> WHAT THE TASK REQUIRES
Filter the material below down to the lines containing the word "overflow".

> RECORDS PROVIDED
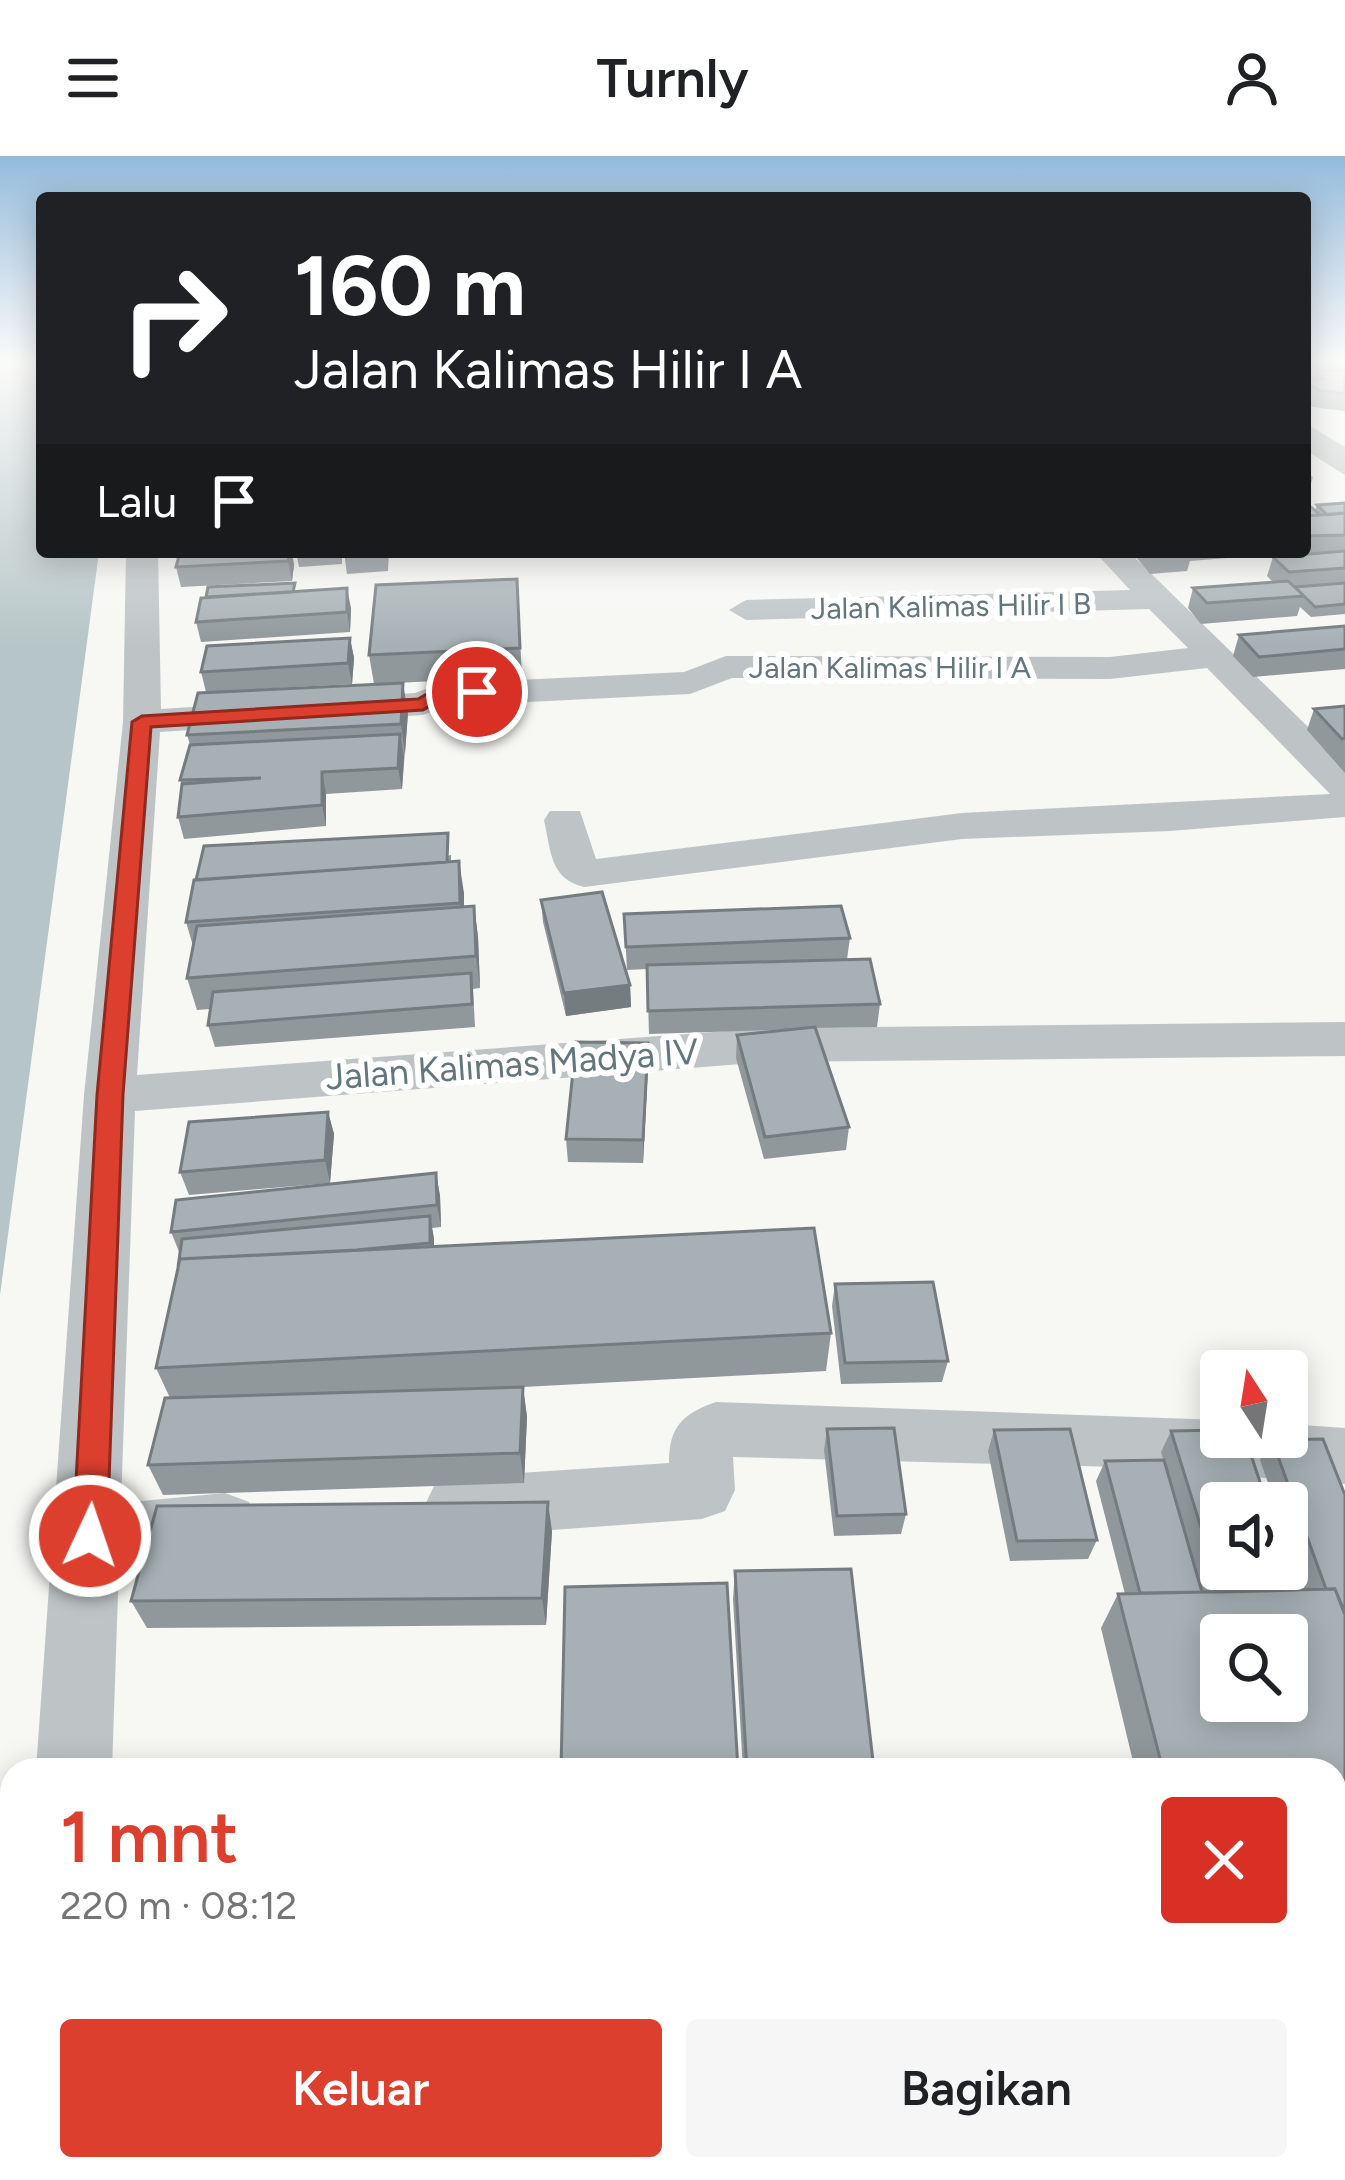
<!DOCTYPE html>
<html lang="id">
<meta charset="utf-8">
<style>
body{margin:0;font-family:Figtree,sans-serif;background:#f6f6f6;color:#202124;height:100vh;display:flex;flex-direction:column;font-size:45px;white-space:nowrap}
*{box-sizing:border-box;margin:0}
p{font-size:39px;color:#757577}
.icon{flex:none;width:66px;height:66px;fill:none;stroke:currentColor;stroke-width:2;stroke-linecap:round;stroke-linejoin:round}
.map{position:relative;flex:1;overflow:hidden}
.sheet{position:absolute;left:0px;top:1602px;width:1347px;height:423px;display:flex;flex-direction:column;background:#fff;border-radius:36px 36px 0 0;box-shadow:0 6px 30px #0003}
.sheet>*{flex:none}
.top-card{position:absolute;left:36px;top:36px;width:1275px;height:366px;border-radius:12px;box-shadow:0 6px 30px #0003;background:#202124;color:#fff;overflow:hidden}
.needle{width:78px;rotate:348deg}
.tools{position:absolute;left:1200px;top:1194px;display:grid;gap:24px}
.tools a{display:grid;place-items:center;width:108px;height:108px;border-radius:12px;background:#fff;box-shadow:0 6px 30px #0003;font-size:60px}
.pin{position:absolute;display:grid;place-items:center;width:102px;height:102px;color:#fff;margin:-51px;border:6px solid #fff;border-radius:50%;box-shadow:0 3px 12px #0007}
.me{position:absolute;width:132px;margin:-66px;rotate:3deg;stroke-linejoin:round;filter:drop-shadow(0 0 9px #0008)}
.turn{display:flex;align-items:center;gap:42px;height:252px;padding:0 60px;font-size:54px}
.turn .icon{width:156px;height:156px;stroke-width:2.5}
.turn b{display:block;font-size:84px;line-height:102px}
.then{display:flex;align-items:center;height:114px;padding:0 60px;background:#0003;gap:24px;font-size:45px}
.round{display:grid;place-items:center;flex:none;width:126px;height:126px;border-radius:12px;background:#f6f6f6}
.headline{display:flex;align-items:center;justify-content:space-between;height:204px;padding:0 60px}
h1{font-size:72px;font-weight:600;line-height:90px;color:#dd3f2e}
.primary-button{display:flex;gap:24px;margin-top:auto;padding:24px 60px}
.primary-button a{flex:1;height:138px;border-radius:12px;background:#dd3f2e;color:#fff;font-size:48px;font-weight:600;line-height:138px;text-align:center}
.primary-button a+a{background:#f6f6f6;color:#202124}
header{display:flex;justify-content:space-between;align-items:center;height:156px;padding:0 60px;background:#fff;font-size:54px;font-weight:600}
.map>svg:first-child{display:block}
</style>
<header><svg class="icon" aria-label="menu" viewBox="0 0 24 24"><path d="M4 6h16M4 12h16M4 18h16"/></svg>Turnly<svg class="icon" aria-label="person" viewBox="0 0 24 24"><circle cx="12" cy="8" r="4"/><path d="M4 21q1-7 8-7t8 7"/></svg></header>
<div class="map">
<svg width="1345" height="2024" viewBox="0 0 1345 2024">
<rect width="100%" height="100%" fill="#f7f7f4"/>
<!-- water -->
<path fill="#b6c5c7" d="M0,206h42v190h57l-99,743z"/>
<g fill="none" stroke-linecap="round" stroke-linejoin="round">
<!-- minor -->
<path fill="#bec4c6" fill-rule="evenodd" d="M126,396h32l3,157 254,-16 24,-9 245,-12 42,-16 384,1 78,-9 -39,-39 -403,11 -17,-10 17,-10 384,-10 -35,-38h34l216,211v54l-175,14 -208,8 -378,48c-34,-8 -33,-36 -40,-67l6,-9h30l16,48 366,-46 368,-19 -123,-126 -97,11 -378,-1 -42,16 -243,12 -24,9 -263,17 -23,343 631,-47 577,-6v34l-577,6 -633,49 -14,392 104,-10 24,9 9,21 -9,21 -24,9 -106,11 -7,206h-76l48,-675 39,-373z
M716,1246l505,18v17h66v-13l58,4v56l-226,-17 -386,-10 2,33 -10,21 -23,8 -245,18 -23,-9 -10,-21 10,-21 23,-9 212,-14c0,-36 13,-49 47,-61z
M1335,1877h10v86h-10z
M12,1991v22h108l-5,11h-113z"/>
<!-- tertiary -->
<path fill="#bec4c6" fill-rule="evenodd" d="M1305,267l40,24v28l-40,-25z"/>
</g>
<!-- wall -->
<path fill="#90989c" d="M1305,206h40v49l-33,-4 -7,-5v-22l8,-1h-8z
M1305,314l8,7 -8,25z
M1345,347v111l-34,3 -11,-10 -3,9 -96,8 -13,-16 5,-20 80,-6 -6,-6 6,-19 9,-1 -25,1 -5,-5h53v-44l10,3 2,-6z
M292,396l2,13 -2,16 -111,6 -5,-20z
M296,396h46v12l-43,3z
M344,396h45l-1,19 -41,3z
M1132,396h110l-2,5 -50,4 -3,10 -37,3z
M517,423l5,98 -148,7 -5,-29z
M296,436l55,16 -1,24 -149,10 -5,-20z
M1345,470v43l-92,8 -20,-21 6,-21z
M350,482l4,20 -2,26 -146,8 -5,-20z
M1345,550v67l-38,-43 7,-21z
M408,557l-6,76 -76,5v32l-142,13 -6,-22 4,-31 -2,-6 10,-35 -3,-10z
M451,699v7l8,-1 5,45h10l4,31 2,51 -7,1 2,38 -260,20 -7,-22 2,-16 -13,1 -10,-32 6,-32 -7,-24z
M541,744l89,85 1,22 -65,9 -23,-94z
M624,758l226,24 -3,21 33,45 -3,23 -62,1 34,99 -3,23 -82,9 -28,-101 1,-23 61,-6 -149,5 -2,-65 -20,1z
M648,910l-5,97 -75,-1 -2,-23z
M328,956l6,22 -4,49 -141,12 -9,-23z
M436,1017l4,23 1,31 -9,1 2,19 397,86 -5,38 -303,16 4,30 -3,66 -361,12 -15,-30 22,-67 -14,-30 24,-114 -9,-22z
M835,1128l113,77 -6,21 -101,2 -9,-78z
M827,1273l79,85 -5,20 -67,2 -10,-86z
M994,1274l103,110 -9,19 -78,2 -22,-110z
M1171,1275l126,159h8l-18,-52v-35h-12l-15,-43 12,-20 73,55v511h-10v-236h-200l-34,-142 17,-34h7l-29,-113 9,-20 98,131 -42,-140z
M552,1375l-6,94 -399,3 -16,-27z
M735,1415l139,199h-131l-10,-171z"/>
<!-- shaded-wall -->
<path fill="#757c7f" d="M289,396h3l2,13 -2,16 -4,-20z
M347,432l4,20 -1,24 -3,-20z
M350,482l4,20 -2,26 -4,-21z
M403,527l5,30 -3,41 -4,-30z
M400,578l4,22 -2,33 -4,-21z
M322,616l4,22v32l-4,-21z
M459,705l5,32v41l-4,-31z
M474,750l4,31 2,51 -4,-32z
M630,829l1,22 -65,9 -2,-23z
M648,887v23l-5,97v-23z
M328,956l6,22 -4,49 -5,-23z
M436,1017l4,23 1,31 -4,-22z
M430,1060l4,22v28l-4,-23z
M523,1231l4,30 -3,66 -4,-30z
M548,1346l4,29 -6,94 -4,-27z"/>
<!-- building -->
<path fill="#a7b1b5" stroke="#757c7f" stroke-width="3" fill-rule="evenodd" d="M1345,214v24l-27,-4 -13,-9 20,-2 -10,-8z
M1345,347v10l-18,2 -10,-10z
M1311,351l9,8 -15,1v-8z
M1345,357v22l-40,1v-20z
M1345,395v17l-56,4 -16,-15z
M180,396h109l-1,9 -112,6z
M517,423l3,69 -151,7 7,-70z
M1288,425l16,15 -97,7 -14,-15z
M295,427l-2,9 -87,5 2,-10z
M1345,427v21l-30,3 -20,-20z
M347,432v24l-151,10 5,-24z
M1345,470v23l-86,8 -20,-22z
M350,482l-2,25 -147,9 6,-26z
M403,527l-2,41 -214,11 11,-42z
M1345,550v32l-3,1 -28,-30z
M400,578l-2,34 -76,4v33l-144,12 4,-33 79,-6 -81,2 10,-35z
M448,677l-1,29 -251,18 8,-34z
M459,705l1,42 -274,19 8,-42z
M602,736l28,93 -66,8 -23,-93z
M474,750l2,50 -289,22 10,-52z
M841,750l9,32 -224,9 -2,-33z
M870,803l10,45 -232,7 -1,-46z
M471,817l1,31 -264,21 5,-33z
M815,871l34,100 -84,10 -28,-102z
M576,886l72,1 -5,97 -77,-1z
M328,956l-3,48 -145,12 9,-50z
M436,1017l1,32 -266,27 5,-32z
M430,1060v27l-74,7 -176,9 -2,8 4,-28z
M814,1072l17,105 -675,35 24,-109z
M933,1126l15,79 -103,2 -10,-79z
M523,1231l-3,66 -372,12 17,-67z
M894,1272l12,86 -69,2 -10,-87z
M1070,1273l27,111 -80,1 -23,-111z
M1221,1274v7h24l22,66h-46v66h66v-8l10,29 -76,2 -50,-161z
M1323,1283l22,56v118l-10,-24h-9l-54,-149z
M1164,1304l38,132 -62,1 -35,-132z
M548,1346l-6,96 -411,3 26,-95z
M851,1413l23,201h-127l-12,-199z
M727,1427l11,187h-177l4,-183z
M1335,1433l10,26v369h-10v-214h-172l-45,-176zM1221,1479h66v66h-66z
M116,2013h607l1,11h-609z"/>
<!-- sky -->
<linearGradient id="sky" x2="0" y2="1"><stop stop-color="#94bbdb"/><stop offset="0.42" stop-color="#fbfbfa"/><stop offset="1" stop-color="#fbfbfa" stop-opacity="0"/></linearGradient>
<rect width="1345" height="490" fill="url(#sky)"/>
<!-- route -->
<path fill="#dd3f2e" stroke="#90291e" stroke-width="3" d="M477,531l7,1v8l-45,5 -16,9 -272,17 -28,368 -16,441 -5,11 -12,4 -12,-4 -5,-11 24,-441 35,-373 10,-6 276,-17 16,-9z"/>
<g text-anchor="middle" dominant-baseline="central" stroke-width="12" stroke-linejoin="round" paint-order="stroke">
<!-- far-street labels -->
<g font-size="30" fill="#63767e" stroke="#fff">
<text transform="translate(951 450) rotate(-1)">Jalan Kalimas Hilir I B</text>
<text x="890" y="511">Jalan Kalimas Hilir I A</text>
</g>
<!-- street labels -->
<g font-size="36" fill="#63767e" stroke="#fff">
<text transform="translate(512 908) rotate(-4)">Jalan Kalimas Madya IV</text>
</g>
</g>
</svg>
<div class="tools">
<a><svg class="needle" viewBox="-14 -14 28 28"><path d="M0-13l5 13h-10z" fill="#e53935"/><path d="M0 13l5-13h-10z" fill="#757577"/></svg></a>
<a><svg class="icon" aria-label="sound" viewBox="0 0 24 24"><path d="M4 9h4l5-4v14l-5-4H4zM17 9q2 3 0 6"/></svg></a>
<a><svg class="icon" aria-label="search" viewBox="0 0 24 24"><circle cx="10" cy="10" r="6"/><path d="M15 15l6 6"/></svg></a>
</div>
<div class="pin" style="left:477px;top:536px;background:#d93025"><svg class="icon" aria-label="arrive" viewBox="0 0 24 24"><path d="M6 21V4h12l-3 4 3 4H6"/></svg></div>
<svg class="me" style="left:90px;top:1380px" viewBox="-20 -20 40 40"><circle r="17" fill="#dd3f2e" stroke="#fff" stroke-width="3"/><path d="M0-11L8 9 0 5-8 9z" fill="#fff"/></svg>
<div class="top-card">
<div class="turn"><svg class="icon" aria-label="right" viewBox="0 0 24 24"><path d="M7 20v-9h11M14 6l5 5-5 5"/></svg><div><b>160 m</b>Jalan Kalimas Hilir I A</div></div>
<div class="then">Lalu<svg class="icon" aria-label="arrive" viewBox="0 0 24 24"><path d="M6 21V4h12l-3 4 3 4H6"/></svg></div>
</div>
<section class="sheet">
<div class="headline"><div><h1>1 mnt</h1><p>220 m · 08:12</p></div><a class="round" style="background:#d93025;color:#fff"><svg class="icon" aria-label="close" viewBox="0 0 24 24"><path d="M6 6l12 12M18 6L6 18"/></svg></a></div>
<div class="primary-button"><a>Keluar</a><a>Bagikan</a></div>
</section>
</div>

> OUTPUT BELOW
.map{position:relative;flex:1;overflow:hidden}
.top-card{position:absolute;left:36px;top:36px;width:1275px;height:366px;border-radius:12px;box-shadow:0 6px 30px #0003;background:#202124;color:#fff;overflow:hidden}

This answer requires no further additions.